**TASK REQUIREMENTS:** Return all entries below exactly. Skip nothing.

**TASK MATERIAL:**
▽

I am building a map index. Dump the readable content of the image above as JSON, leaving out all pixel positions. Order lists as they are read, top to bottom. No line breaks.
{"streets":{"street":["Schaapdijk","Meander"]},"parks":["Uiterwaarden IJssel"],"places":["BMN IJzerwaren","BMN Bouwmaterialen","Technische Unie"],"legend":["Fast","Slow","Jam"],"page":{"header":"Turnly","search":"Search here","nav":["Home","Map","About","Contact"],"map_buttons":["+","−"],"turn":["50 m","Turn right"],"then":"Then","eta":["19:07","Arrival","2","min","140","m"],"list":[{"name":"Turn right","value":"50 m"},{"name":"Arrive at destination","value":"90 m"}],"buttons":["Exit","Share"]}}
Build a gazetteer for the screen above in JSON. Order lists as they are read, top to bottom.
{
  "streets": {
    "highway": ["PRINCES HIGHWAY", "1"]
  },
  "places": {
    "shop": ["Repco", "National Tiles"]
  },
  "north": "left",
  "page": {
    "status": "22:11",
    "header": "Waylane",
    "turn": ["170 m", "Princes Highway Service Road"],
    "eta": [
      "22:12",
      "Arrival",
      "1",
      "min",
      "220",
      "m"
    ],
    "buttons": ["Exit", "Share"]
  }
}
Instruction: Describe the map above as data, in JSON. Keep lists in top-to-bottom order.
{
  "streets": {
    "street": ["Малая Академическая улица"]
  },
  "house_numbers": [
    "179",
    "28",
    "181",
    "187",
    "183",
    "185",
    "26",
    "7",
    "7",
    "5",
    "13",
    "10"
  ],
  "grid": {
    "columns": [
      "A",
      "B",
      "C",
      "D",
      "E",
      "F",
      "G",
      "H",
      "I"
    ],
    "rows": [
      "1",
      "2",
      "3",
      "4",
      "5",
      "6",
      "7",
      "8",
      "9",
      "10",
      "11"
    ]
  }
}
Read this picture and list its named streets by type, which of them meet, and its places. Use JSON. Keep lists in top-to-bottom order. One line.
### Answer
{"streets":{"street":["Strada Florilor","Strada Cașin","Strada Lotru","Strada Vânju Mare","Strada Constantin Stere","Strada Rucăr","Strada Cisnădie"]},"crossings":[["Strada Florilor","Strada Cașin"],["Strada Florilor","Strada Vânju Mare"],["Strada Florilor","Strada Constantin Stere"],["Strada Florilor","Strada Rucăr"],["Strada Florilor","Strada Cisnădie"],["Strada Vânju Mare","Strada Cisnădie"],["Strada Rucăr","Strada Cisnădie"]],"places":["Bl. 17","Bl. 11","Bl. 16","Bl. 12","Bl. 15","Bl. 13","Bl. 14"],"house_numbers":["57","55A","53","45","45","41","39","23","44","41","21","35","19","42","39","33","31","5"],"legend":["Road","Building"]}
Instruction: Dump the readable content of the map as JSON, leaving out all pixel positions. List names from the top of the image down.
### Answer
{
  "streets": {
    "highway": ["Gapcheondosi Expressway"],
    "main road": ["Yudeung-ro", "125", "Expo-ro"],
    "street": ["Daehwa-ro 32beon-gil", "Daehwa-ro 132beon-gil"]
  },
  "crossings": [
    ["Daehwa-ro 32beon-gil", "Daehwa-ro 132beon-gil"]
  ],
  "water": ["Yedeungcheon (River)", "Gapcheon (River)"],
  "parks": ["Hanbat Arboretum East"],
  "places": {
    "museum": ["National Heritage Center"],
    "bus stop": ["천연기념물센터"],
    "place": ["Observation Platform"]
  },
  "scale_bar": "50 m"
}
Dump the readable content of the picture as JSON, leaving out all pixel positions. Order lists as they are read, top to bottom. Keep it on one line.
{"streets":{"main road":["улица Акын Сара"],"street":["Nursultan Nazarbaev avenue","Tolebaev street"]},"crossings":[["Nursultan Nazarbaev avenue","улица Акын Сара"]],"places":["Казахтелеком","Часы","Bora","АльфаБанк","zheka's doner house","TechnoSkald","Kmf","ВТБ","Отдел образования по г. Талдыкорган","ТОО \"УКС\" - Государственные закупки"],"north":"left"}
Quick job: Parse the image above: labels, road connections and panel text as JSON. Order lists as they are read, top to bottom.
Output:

△

**RESULT FOR THIS TASK:**
I am building a map index. Dump the readable content of the image above as JSON, leaving out all pixel positions. Order lists as they are read, top to bottom. No line breaks.
{"streets":{"street":["Schaapdijk","Meander"]},"parks":["Uiterwaarden IJssel"],"places":["BMN IJzerwaren","BMN Bouwmaterialen","Technische Unie"],"legend":["Fast","Slow","Jam"],"page":{"header":"Turnly","search":"Search here","nav":["Home","Map","About","Contact"],"map_buttons":["+","−"],"turn":["50 m","Turn right"],"then":"Then","eta":["19:07","Arrival","2","min","140","m"],"list":[{"name":"Turn right","value":"50 m"},{"name":"Arrive at destination","value":"90 m"}],"buttons":["Exit","Share"]}}
Build a gazetteer for the screen above in JSON. Order lists as they are read, top to bottom.
{
  "streets": {
    "highway": ["PRINCES HIGHWAY", "1"]
  },
  "places": {
    "shop": ["Repco", "National Tiles"]
  },
  "north": "left",
  "page": {
    "status": "22:11",
    "header": "Waylane",
    "turn": ["170 m", "Princes Highway Service Road"],
    "eta": [
      "22:12",
      "Arrival",
      "1",
      "min",
      "220",
      "m"
    ],
    "buttons": ["Exit", "Share"]
  }
}
Instruction: Describe the map above as data, in JSON. Keep lists in top-to-bottom order.
{
  "streets": {
    "street": ["Малая Академическая улица"]
  },
  "house_numbers": [
    "179",
    "28",
    "181",
    "187",
    "183",
    "185",
    "26",
    "7",
    "7",
    "5",
    "13",
    "10"
  ],
  "grid": {
    "columns": [
      "A",
      "B",
      "C",
      "D",
      "E",
      "F",
      "G",
      "H",
      "I"
    ],
    "rows": [
      "1",
      "2",
      "3",
      "4",
      "5",
      "6",
      "7",
      "8",
      "9",
      "10",
      "11"
    ]
  }
}
Read this picture and list its named streets by type, which of them meet, and its places. Use JSON. Keep lists in top-to-bottom order. One line.
### Answer
{"streets":{"street":["Strada Florilor","Strada Cașin","Strada Lotru","Strada Vânju Mare","Strada Constantin Stere","Strada Rucăr","Strada Cisnădie"]},"crossings":[["Strada Florilor","Strada Cașin"],["Strada Florilor","Strada Vânju Mare"],["Strada Florilor","Strada Constantin Stere"],["Strada Florilor","Strada Rucăr"],["Strada Florilor","Strada Cisnădie"],["Strada Vânju Mare","Strada Cisnădie"],["Strada Rucăr","Strada Cisnădie"]],"places":["Bl. 17","Bl. 11","Bl. 16","Bl. 12","Bl. 15","Bl. 13","Bl. 14"],"house_numbers":["57","55A","53","45","45","41","39","23","44","41","21","35","19","42","39","33","31","5"],"legend":["Road","Building"]}
Instruction: Dump the readable content of the map as JSON, leaving out all pixel positions. List names from the top of the image down.
### Answer
{
  "streets": {
    "highway": ["Gapcheondosi Expressway"],
    "main road": ["Yudeung-ro", "125", "Expo-ro"],
    "street": ["Daehwa-ro 32beon-gil", "Daehwa-ro 132beon-gil"]
  },
  "crossings": [
    ["Daehwa-ro 32beon-gil", "Daehwa-ro 132beon-gil"]
  ],
  "water": ["Yedeungcheon (River)", "Gapcheon (River)"],
  "parks": ["Hanbat Arboretum East"],
  "places": {
    "museum": ["National Heritage Center"],
    "bus stop": ["천연기념물센터"],
    "place": ["Observation Platform"]
  },
  "scale_bar": "50 m"
}
Dump the readable content of the picture as JSON, leaving out all pixel positions. Order lists as they are read, top to bottom. Keep it on one line.
{"streets":{"main road":["улица Акын Сара"],"street":["Nursultan Nazarbaev avenue","Tolebaev street"]},"crossings":[["Nursultan Nazarbaev avenue","улица Акын Сара"]],"places":["Казахтелеком","Часы","Bora","АльфаБанк","zheka's doner house","TechnoSkald","Kmf","ВТБ","Отдел образования по г. Талдыкорган","ТОО \"УКС\" - Государственные закупки"],"north":"left"}
Quick job: Parse the image above: labels, road connections and panel text as JSON. Order lists as they are read, top to bottom.
Output:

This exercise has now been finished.